JuliaStats / MultivariateStats.jl

A Julia package for multivariate statistics and data analysis (e.g. dimension reduction)
Other
375 stars 85 forks source link

Isotonic Regression question #206

Open FatemehTahavori opened 1 year ago

FatemehTahavori commented 1 year ago

Hi, I have generated a synthetic dataset in python and compared python implementation of Isotonic Regression (scikit-learn) vs julia (MultivariateStats.jl). The python script is : https://gist.github.com/FatemehTahavori/4885a1bb1a9fa2162d0044989d233e0a.js The Julia script is: https://gist.github.com/FatemehTahavori/158b0501545875861064192290516ed0.js Outputs do not seem to match using same dataset, I know there are different implementations of Isotonic Regression, I was wondering which implementation is used in MultivariateStats? and if this difference is because of that?

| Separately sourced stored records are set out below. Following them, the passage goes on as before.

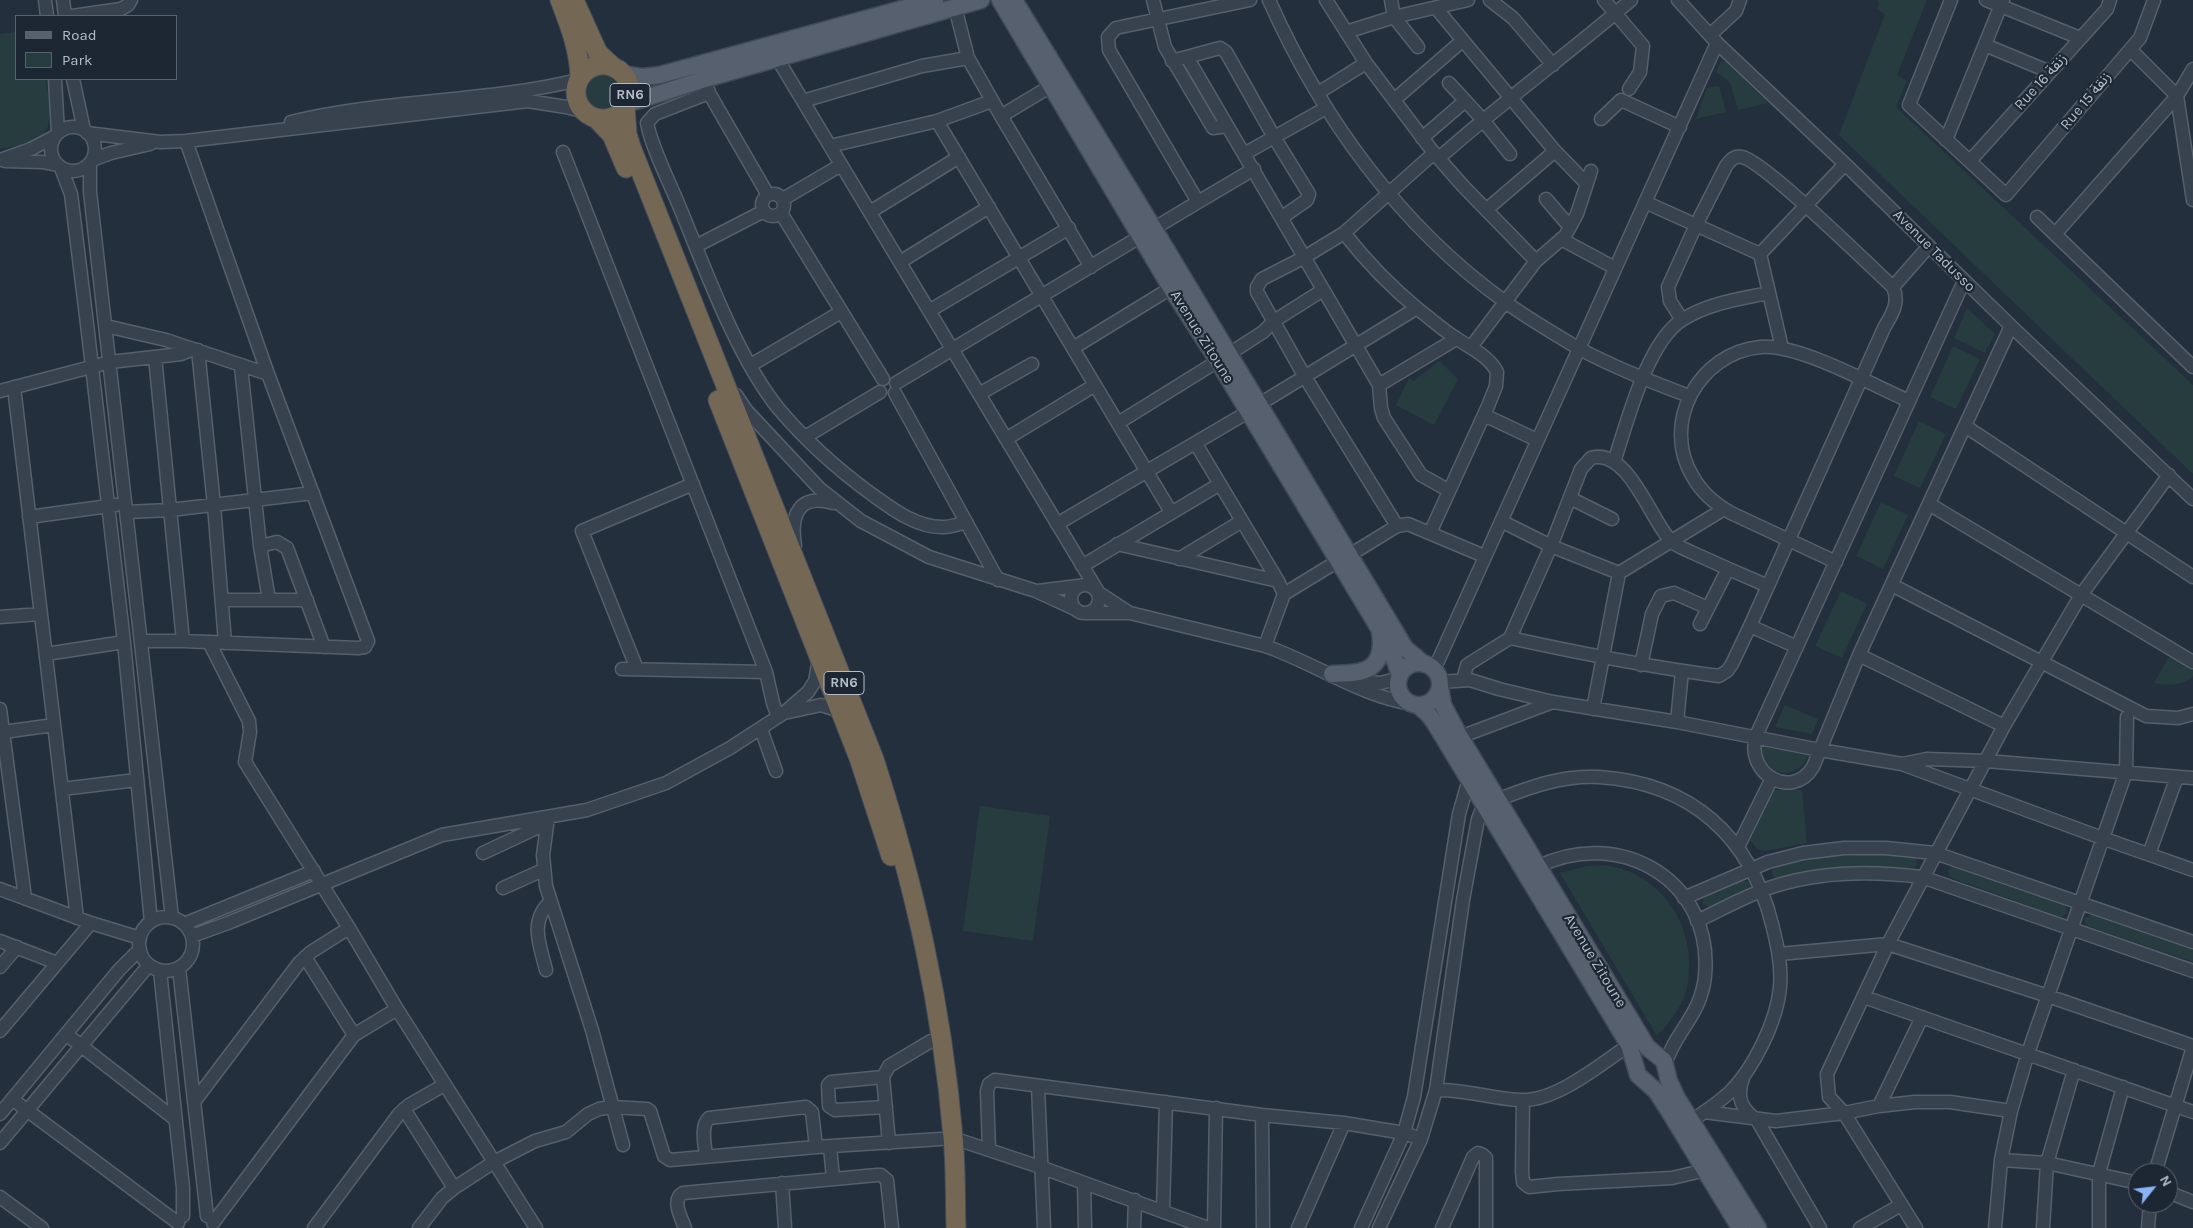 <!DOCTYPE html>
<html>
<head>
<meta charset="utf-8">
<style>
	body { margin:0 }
	#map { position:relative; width:2193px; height:1228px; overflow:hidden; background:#242f3e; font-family:Karla,sans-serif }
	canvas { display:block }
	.legend { position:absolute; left:15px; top:15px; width:162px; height:65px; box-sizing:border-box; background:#1d2633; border:1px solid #59626f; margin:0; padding:6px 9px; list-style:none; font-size:15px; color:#b4bcc9 }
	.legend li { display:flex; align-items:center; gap:10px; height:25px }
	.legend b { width:25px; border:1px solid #59626f }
	.north { position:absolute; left:2128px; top:1163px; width:50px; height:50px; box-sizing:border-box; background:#1d2633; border:1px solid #59626f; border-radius:50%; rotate:61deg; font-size:14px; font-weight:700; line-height:20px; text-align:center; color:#b4bcc9 }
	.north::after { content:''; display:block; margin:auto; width:18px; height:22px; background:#8ab4f8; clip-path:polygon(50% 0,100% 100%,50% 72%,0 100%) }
</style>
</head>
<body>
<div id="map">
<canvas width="2193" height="1228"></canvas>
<ul class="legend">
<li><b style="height:6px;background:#56606e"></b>Road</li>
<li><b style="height:14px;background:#263c3f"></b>Park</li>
</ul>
<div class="north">N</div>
</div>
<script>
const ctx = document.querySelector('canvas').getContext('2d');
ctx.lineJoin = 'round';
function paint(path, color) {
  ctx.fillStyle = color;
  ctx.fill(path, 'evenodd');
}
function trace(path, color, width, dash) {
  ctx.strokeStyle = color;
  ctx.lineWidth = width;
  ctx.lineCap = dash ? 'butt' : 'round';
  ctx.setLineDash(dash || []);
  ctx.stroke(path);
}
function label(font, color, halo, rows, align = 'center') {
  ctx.font = font + ' Karla,"Noto Sans Arabic",sans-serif';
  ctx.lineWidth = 4.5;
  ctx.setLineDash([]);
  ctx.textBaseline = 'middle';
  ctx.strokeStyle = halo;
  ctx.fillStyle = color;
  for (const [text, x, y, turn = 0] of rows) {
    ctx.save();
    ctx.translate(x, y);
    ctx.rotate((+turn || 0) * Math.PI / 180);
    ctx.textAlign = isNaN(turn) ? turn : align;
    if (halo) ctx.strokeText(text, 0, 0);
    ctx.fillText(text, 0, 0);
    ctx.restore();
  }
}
paint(new Path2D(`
	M1878 0H1927L1897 75 1907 81 1896 107 2193 385V474L1839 135 1885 14 1877 9 1879 4 1877 2Z
	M16 32V79H46C52 128 57 141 0 149V34Z
	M1721 61 1726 62 1768 103 1738 110 1730 82 1716 72Z
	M584 90a21 21 0 1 1 42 0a21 21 0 1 1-42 0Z
	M1719 86 1726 112 1696 119 1707 88Z
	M1967 308 1995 334 1985 353 1954 338Z
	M1953 346 1980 359 1956 409 1930 397Z
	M1439 361 1458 379 1434 425 1396 405 1409 378 1414 381Z
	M1919 421 1946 434 1920 488 1894 476Z
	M1881 502 1908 515 1883 569 1856 556Z
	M1841 591 1867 604 1842 658 1815 646Z
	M2170 655 2193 668V676C2182 686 2168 686 2154 683Z
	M1785 705 1818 719 1812 734 1775 727Z
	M1760 745 1805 753 1809 755C1796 784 1763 776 1760 745Z
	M1774 790H1802L1807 843 1765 851 1757 849 1750 840Z
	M980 806 1050 816 1033 941 963 931Z
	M1888 854 1913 857 1916 859 1917 865 1911 869C1866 864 1822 870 1777 879L1774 877 1771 872C1778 856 1870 854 1888 854Z
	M1587 866C1595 866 1603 865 1610 866 1656 874 1688 916 1689 961 1689 972 1689 984 1685 995 1679 1010 1668 1024 1657 1036L1560 873Z
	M1956 866 2065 905 2068 913 2061 917 1952 878 1949 876 1948 870 1952 866Z
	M1743 880 1750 882V889L1710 908 1703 904V899L1706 896Z
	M2092 914 2193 949V962L2088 926 2085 923V918Z`), '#263c3f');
const minor = new Path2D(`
	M45 0 47 16
	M63 0 65 16
	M1153 0 1165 47 1213 128 1227 126
	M1269 0C1321 117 1400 226 1504 301 1527 318 1553 333 1578 348 1613 367 1652 382 1689 396
	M1326 0 1366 63 1434 153 1463 186 1536 261
	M1391 0 1394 17 1418 47
	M1490 0 1513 18 1553 65
	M1604 0 1643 46 1640 72 1629 89
	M1678 0 1717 43 1845 164 2011 326 2193 499
	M1951 0 1909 105 2006 195 2140 38 2154 0
	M1986 0 2080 38
	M955 7 968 58 1001 116 1091 267
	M1436 8 1555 151 1587 184
	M72 16 121 9 128 5 131 0
	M1346 32 1394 17 1468 0
	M1710 35 1736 11 1740 0
	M1985 45 2050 72
	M2131 50 2177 96 2193 200
	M1187 57 1379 385 1381 408 1384 418 1421 475 1448 490
	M777 58 1097 590
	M1172 61 1216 49 1220 48 1226 52 1274 137 1309 194 1307 200 1281 218
	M55 79 58 133
	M73 79 84 130
	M1449 83 1482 119 1510 154
	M707 86 709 93 768 195
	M709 93 655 114 647 123C652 149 670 183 680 208 706 271 736 355 778 408 805 440 836 468 870 493 891 508 916 528 944 527 951 527 959 524 966 522
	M1318 93 1366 63
	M1394 100 1462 41
	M803 101 922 66 968 58
	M1001 116 1051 86
	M1601 119 1621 100 1680 127
	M937 121 1171 512
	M291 122C385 99 484 103 578 80
	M51 149a22 22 0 1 1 44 0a22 22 0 1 1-44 0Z
	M87 133 160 142 186 141 528 101 566 107 585 112
	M1422 138 1465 101
	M1946 140 2003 0
	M830 146 937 121 992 101
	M563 152 766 672 773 703 778 717
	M1434 153 1344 233 1303 258 1262 279 1257 287V292L1305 377 1397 526 1408 524 1484 556
	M1244 154 1326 108
	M1439 158C1501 103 1568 54 1631 0
	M0 160 31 149 54 137
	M92 160 111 153 150 144
	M5 161 43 162 57 165
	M1970 161 2107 9 2110 0
	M90 163V192L172 918
	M61 168 71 194 87 324 124 642 151 922
	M762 205a11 11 0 1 1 22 0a11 11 0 1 1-22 0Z
	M783 199 841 165
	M1546 199 1570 227
	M1198 202 1254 169
	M1645 202 1760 254
	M1486 210 1555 151
	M870 212 959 157
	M781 213 883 379
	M2037 217 2193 367
	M1344 233C1366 261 1391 287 1419 310 1431 319 1443 330 1456 338 1470 348 1489 356 1497 372L1496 386 1488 406 1430 533
	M2056 233 2177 96 2193 69
	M1561 239 1615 268
	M696 246 764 211
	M1760 254 1845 164
	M1760 254 1782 348
	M900 262 989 207
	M1964 281 1756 736C1745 774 1792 801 1813 767L1859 655 2011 326
	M1893 287 1929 246
	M929 311 1069 228
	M106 326 166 340 268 374
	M1471 347 1536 261 1565 236 1577 214 1591 171
	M1073 348 1171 288
	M198 350 214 505 225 643
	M1229 354 1263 332 1274 321 1323 290
	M155 357 183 641
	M751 365 841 312
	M241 367 260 546 269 600
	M896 383 1198 202 1109 50 1108 37 1116 28 1250 0
	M1379 385 1456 339
	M14 387 77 918
	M0 391 110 362 181 354 193 349
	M895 393 998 580
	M979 394 1032 364
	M736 395 746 410 820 489 861 521 929 557 1036 591 1075 609
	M1258 405 1417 308
	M1484 415 1537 440
	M1118 423 1218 361
	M1965 426 2193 577
	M805 437 880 392
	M1006 439 1095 385
	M1196 444 1278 581
	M1614 462C1627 423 1647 342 1682 320 1708 303 1740 299 1769 293
	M1570 498 1612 519
	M1929 504 2193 662
	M127 512 170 510 313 493
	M29 517 116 505
	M1501 521 1551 546 1619 573
	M1057 524 1248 412
	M1117 544 1278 581 1284 594
	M795 545C790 515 799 493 833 503
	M260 546 277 542 287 548 324 647
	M1348 556 1397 526
	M1179 559 1242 521
	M1836 562 1731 513C1715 504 1702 493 1693 477 1660 423 1699 353 1760 347 1798 343 1872 385 1909 401
	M1082 566 1220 484
	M1071 599a14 14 0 1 1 28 0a14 14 0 1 1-28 0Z
	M1892 585 2146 716 2178 718 2193 714
	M1038 591 1078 586
	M1099 593 1128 612
	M222 600H307
	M1089 613H1130L1265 646C1315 663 1360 696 1412 704
	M0 617 40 614
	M1700 624 1728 569
	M1750 626 1797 647
	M1510 638C1579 653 1649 667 1719 676L1727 671 1732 664 1750 626 1884 328C1892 314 1900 303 1893 287 1869 265 1764 161 1742 157 1734 155 1730 161 1726 166L1696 225 1668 287 1670 301 1682 320
	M141 641H183L358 648 365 647 368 641 268 374 186 141
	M209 642 249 721 250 732 245 762 349 928 397 1009 536 1228
	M1265 646 1284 594 1338 561
	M46 654 124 642
	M1859 655 2004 726
	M1641 665 1652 614 1661 596 1674 593 1708 608
	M622 669 766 672
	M637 669 582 531 693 484
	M1434 670 1717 43
	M1351 680 1381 683 1399 678
	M1463 680 1467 665 1510 638 1551 546 1581 469 1591 458C1628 447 1651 521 1671 541 1676 546 1685 549 1691 552 1717 564 1742 575 1768 586
	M1440 682 1470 680 1499 689 1553 702 1677 722 1820 750 1902 764 2102 838 2193 870
	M0 709 25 898
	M1593 709 1619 573 1724 509
	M789 712 821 705 840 711
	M1677 722 1682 671
	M761 729 776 771
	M3 732 54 725
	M1460 737 1553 702
	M1902 764 1927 759 1986 761 2193 778
	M62 789 136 780
	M1497 800C1530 787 1563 775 1599 777 1691 783 1750 836 1772 924 1777 944 1782 966 1780 987 1777 1021 1754 1068 1730 1092 1718 1103 1705 1112 1691 1121
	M548 818 543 855 546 886 592 1030 623 1145
	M1738 847 1772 778
	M483 853 547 823
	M2149 854 2177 777
	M1537 867C1619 826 1714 880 1705 976 1701 1016 1675 1031 1665 1065
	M503 888 543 870
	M0 889 91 923 140 938
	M1684 898 1768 862 1803 853 1844 848H1886L1935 853 2193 942
	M139 944a27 27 0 1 1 54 0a27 27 0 1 1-54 0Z
	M1697 921C1723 909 1750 893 1778 885 1824 871 1875 871 1922 877L2193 971
	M184 924 314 871
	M192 936 228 923 442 835 587 810 666 783 730 748 784 713 808 692 815 681 819 659
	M0 941 57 963
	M1779 954 1888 944 2048 996 2193 1046
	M305 957 354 1035
	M0 967 17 947
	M179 968 207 1216
	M546 970C540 945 529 922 550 902
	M160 971 183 1188V1216
	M1864 997 2193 1112
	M0 1031 91 923
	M66 1034 175 1119
	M883 1077 831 1082 828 1085 829 1106 835 1110 886 1107
	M1743 1078C1736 1097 1741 1109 1757 1120L1820 1228
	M1038 1086 1044 1228
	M1436 1090C1465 1089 1491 1099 1520 1100 1556 1102 1601 1064 1629 1045
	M12 1099 178 1223
	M1523 1100 1522 1172 1523 1182 1529 1187 1558 1184 1672 1178 1706 1170
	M194 1102 299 963 311 952 349 928
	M1879 1106 1922 1017
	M404 1109 454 1188
	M1704 1112 1776 1121 1844 1113 1879 1106 1915 1102H1950L2011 1111
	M0 1114 119 970 140 949
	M1262 1115 1263 1228
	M953 1138 1043 1168 1208 1228
	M0 1143 149 965
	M889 1143 883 1077 889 1066 931 1041
	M830 1147 833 1178
	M989 1150 987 1091 989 1084 995 1080 1262 1115 1344 1123 1404 1133 1421 1139
	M706 1156C705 1145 700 1126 709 1118L806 1107 812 1112 816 1147
	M2001 1160 2047 1163 2138 1183
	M2155 1173 2193 1047
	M782 1183 785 1228
	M1084 1183 1085 1228
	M2168 1192 2193 1202
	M0 1197 42 1228
	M1163 1211 1166 1102
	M213 1223 354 1035 397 1009
	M314 1228 399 1114 409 1105 444 1085
	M419 1228 442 1198 454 1188 494 1162 535 1141 566 1132 588 1114 599 1109 612 1107 647 1109 650 1111 664 1156 670 1160 816 1147 941 1139
	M685 1228C681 1217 671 1200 683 1193L877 1175H881L887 1180 892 1228
	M1134 1228 1135 1200
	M1214 1228 1216 1108
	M1298 1228 1344 1123
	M1361 1228 1404 1133 1414 1097 1459 814 1469 779
	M1379 1228 1421 1139 1436 1090 1463 900 1478 819 1484 804
	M1442 1228 1473 1157 1478 1153 1483 1155 1486 1158V1228
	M1860 1228 1901 1205
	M1916 1228 1844 1113 1829 1097 1827 1074 1888 944 2004 726 2081 595 2169 475
	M1995 1228 2001 1160 2011 1111 2028 1053 2126 772 2127 717
	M2043 1228 2047 1163 2074 1070
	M2099 1228V1173L2123 1087
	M2148 1228 2150 1203`);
const major = new Path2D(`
	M1000 0 1171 288 1218 361 1380 630 1394 658 1400 675
	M1014 0 1154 229 1405 648 1424 664
	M624 74 642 77 660 75 935 0
	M627 104 705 79 981 0
	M1398 684a21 21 0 1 1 42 0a21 21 0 1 1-42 0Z
	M1332 674C1363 674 1386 671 1380 632
	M1440 687 1443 705 1460 737 1641 1037 1647 1047 1664 1061 1669 1081 1677 1098 1758 1228
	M1418 705 1429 715 1436 725 1629 1045 1638 1075 1656 1091 1669 1111 1740 1228`);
const highway = new Path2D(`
	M560 0C570 26 579 49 580 77
	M574 0 598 53 611 65
	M576 92a27 27 0 1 1 54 0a27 27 0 1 1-54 0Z
	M625 107 627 134 631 147 874 759C914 884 942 1005 953 1137 956 1167 955 1198 956 1228
	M596 118 612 135 626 168
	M718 400 859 758 891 856`);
trace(minor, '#565f6c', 15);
trace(major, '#414a57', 19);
trace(highway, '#434c59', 21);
trace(minor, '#38414e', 12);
trace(major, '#56606e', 16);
trace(highway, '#746855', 19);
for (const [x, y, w] of [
	[630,95,40],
	[844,683,40]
]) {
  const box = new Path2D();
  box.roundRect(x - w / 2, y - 11.5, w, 23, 4);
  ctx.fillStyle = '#1d2633';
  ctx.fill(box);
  trace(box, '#b4bcc9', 1);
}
label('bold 14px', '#b4bcc9', null, [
	["RN6",630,95],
	["RN6",844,683]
]);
label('15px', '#b4bcc9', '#1d2633', [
	["Rue 16 زنقة",2041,82,-48],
	["Rue 15 زنقة",2086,101,-50],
	["Avenue Tadusso",1934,251,45],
	["Avenue Zitoune",1202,337,58],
	["Avenue Zitoune",1595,961,59]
]);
</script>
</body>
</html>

Thanks

wildart commented 1 year ago

I implemented PAV algorithm from Best, M.J., Chakravarti, N. Active set algorithms for isotonic regression; A unifying framework. Mathematical Programming 47, 425–439 (1990).

As I recall, sk-learn implementation outputs response values for every regressors, but Julia's implementation outputs a model - a piecewise linear function bounds with values.

The implementation may need a review as I implemented it differently and more efficiently second time.